## What the task asks
Only the lines from the first line of the records through the line containing "position:relative; width:978px; height:2082px;" belong in the answer. Copy them exactly.

## Stored data
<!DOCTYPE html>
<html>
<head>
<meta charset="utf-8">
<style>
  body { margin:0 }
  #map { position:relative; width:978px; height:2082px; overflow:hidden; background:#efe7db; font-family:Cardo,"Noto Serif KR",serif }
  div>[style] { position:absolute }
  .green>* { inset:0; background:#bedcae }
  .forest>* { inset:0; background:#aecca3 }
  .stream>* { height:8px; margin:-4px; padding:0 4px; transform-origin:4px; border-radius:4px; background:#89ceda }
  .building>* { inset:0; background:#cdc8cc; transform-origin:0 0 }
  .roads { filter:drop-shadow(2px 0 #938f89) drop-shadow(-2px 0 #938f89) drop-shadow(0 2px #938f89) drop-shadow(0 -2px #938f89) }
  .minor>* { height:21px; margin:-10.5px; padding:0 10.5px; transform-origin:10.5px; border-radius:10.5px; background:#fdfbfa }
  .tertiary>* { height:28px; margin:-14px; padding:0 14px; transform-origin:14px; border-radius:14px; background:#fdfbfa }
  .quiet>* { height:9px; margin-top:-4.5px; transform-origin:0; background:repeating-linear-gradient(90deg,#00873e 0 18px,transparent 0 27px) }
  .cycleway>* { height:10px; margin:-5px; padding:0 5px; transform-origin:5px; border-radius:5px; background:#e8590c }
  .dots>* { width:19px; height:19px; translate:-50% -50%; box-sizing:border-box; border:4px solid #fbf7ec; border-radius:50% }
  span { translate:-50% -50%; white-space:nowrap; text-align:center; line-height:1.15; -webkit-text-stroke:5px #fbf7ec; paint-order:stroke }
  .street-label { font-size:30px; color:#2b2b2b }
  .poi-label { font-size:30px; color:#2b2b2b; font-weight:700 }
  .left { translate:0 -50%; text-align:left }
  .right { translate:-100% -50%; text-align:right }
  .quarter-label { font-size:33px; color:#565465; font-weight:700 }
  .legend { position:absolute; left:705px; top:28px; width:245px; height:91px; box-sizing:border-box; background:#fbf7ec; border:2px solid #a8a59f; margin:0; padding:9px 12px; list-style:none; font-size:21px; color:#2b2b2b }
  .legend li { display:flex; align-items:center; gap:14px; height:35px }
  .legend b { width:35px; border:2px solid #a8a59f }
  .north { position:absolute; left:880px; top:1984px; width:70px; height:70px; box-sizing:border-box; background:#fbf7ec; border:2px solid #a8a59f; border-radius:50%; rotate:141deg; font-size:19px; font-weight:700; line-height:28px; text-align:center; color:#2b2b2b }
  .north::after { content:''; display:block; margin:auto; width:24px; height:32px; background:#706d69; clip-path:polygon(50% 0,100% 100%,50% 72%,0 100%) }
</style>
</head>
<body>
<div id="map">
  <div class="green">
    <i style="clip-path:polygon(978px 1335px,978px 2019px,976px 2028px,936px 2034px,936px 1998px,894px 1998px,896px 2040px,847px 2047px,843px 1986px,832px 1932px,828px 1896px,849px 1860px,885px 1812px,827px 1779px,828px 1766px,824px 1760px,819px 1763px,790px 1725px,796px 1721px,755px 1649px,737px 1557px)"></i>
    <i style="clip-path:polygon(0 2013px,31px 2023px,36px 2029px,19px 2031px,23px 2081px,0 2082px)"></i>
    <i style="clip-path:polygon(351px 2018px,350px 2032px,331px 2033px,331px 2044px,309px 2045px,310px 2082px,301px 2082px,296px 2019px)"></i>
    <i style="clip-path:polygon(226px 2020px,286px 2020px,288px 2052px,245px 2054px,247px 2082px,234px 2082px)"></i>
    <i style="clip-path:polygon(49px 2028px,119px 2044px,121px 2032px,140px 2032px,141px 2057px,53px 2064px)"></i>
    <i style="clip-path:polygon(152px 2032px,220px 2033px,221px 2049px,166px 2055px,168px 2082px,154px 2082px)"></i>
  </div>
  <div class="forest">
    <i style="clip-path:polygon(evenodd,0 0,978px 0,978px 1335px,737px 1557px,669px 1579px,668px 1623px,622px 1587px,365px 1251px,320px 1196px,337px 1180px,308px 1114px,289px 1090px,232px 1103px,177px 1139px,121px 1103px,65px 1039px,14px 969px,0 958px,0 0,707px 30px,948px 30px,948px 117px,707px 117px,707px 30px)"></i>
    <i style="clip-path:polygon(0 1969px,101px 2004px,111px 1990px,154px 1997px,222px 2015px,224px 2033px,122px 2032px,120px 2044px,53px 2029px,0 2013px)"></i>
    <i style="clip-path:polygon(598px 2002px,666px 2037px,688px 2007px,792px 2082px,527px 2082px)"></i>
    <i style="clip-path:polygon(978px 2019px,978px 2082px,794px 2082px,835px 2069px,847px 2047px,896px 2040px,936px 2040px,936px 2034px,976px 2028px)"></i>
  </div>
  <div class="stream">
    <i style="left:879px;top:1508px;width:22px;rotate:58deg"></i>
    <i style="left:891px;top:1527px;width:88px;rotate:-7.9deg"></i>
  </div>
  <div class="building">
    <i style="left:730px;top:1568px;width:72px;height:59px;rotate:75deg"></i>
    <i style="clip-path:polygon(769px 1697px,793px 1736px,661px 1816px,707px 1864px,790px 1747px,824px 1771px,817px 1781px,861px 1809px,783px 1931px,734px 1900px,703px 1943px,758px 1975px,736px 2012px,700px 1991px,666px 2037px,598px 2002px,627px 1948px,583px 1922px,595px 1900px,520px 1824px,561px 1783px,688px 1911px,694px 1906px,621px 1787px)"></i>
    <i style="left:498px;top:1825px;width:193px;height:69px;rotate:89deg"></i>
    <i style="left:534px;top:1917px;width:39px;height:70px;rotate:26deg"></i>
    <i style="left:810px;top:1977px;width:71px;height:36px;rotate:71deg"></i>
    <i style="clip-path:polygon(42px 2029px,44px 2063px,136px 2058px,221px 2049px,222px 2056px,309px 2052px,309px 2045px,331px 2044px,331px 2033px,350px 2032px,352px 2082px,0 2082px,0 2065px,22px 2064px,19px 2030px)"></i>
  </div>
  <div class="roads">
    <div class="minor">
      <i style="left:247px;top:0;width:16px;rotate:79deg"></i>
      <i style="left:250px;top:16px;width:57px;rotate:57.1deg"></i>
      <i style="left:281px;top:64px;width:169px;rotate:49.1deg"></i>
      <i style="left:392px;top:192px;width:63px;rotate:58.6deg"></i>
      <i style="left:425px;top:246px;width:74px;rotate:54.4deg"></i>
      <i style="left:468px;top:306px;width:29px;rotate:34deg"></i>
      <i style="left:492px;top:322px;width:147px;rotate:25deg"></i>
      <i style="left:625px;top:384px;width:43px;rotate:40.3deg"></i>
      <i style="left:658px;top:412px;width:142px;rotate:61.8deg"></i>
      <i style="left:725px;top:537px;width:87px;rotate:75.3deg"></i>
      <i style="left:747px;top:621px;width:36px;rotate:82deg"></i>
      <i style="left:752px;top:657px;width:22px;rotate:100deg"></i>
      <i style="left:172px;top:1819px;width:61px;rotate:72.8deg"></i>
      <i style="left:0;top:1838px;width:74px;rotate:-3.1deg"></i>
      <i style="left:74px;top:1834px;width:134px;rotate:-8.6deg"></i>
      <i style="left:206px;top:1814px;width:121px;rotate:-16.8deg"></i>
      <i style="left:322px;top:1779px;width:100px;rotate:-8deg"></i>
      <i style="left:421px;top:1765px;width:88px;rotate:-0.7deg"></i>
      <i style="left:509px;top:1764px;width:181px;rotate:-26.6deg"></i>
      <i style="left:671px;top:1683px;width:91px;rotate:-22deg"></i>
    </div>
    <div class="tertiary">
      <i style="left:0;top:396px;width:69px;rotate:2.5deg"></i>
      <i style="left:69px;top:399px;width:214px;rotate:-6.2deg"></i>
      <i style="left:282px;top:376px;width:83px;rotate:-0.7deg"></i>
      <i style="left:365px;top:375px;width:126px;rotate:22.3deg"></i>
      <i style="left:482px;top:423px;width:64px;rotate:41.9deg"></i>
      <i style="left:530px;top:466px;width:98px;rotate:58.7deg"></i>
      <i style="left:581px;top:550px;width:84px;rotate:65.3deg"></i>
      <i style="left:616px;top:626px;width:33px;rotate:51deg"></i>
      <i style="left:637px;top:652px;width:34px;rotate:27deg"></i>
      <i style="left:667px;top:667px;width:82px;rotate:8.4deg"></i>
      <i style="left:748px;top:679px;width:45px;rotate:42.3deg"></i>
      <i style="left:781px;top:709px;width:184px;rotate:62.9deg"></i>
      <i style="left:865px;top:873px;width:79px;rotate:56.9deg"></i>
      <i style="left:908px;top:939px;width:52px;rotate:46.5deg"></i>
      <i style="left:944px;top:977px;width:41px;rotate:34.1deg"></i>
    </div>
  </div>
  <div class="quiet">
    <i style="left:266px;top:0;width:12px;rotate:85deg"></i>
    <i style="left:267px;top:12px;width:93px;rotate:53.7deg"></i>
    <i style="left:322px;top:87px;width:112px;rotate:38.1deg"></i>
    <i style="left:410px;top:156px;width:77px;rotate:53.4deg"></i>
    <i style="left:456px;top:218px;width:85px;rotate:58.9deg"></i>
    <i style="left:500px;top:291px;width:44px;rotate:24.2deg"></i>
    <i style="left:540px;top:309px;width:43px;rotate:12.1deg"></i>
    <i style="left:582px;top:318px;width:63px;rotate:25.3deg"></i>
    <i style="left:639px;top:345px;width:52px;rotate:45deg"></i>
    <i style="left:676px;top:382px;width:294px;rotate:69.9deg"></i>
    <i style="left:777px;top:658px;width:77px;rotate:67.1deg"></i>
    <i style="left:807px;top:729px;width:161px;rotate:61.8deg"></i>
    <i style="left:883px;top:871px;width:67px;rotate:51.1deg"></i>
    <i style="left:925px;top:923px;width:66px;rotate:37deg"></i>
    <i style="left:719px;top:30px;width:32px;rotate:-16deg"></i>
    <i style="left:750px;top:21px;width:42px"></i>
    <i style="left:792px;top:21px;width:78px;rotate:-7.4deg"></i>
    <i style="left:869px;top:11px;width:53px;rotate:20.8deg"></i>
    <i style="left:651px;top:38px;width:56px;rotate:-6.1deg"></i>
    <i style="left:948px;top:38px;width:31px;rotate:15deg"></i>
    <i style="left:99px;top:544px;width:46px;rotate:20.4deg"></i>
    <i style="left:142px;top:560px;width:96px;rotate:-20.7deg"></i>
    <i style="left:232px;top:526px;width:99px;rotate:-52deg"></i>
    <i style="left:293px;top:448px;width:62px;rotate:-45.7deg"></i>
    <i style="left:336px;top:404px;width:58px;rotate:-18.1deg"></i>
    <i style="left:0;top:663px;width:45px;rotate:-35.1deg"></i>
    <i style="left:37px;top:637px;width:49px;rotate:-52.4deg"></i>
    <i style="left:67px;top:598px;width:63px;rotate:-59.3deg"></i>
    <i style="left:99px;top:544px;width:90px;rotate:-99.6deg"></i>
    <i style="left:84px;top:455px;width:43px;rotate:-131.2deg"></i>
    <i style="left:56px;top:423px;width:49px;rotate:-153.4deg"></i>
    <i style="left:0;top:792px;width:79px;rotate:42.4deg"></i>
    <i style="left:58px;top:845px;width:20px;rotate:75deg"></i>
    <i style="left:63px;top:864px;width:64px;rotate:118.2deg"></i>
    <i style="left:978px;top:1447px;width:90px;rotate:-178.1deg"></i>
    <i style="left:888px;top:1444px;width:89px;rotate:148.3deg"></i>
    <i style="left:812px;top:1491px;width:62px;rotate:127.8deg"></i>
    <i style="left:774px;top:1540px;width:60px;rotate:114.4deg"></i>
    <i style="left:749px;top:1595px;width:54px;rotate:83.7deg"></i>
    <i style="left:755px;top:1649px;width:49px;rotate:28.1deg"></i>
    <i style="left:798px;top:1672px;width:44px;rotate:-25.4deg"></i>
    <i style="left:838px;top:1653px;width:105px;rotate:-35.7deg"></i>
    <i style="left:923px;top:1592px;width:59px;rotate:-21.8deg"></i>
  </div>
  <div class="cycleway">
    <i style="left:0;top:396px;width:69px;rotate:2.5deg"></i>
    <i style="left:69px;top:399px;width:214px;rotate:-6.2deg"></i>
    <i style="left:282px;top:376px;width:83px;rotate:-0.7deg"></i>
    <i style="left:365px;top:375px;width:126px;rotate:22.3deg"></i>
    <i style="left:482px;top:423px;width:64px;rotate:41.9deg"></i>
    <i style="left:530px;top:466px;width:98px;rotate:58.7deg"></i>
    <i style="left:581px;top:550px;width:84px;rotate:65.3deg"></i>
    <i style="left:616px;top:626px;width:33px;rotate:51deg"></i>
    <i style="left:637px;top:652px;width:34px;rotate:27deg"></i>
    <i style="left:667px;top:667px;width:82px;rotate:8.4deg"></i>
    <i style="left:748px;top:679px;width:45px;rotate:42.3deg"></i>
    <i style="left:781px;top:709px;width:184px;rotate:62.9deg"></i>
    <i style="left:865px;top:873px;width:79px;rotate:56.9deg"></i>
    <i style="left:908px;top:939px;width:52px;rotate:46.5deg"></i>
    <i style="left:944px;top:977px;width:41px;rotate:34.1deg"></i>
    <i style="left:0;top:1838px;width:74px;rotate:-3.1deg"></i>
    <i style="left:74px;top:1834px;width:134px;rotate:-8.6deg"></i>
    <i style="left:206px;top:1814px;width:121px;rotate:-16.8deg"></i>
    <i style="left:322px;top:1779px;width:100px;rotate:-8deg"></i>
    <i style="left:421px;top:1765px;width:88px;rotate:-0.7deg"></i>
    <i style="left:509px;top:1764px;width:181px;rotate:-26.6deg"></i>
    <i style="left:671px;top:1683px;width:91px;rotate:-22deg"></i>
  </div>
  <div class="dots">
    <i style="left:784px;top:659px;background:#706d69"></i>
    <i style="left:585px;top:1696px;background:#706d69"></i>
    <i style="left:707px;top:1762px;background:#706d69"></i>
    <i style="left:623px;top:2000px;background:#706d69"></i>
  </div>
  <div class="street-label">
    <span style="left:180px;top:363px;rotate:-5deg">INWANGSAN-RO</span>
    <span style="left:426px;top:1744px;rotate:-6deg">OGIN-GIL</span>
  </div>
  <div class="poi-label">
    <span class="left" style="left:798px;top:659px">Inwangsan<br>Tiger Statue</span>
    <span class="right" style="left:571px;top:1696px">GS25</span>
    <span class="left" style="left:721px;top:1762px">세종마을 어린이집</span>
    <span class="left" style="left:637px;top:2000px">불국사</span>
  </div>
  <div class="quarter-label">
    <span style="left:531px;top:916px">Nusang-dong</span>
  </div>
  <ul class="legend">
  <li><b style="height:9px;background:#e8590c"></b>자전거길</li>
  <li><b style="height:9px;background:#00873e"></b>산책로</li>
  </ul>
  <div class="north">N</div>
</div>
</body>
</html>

## Exercise result
<!DOCTYPE html>
<html>
<head>
<meta charset="utf-8">
<style>
  body { margin:0 }
  #map { position:relative; width:978px; height:2082px; overflow:hidden; background:#efe7db; font-family:Cardo,"Noto Serif KR",serif }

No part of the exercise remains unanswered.